### [WORK REQUEST]
Quote the whole listing exactly. Leave the pictures out of your copy.

### [LISTED RECORDS]
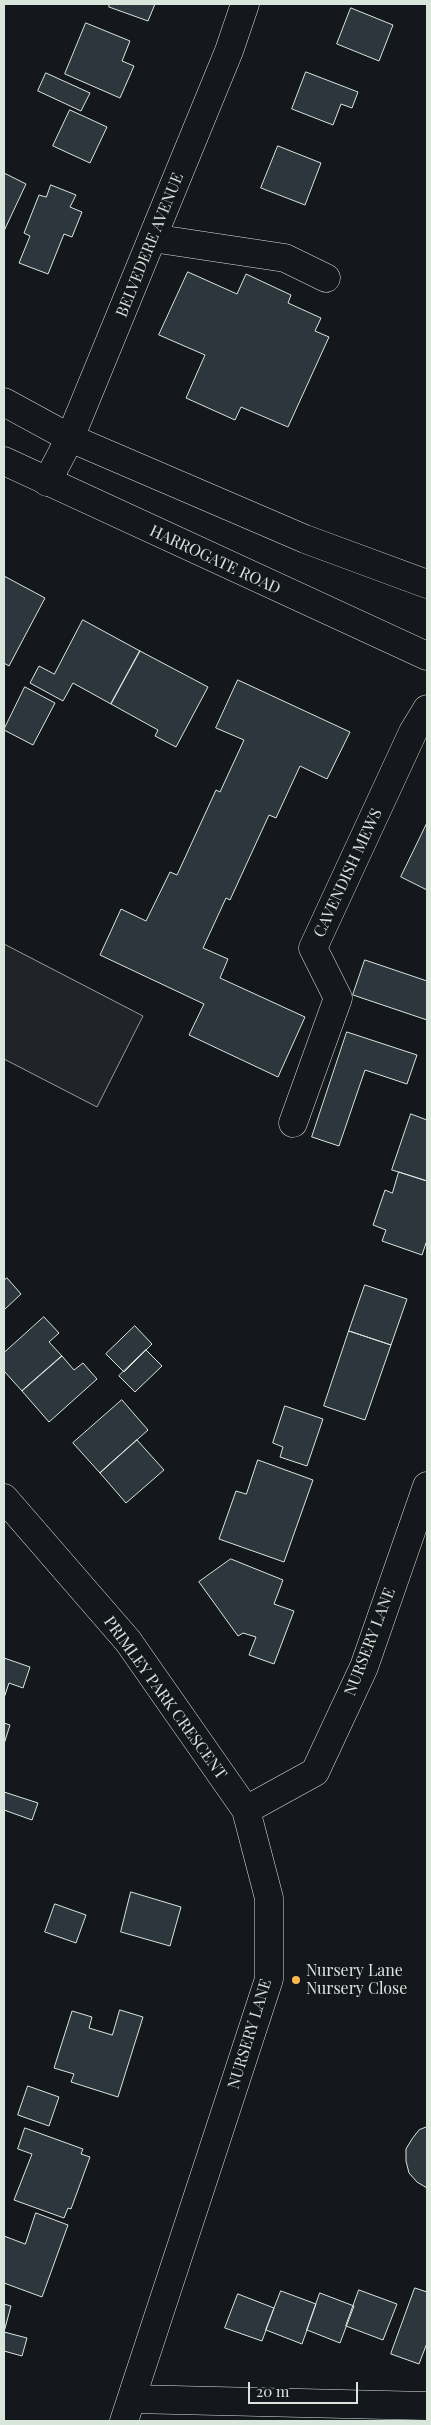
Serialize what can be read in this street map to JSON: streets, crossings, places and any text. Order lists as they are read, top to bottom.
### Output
{
  "streets": {
    "main road": [
      "BELVEDERE AVENUE",
      "HARROGATE ROAD",
      "CAVENDISH MEWS",
      "NURSERY LANE",
      "PRIMLEY PARK CRESCENT"
    ]
  },
  "crossings": [
    ["BELVEDERE AVENUE", "HARROGATE ROAD"],
    ["NURSERY LANE", "PRIMLEY PARK CRESCENT"]
  ],
  "places": ["Nursery Lane Nursery Close"],
  "scale_bar": "20 m"
}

### [OUTPUT OF THE TASK]
Serialize what can be read in this street map to JSON: streets, crossings, places and any text. Order lists as they are read, top to bottom.
### Output
{
  "streets": {
    "main road": [
      "BELVEDERE AVENUE",
      "HARROGATE ROAD",
      "CAVENDISH MEWS",
      "NURSERY LANE",
      "PRIMLEY PARK CRESCENT"
    ]
  },
  "crossings": [
    ["BELVEDERE AVENUE", "HARROGATE ROAD"],
    ["NURSERY LANE", "PRIMLEY PARK CRESCENT"]
  ],
  "places": ["Nursery Lane Nursery Close"],
  "scale_bar": "20 m"
}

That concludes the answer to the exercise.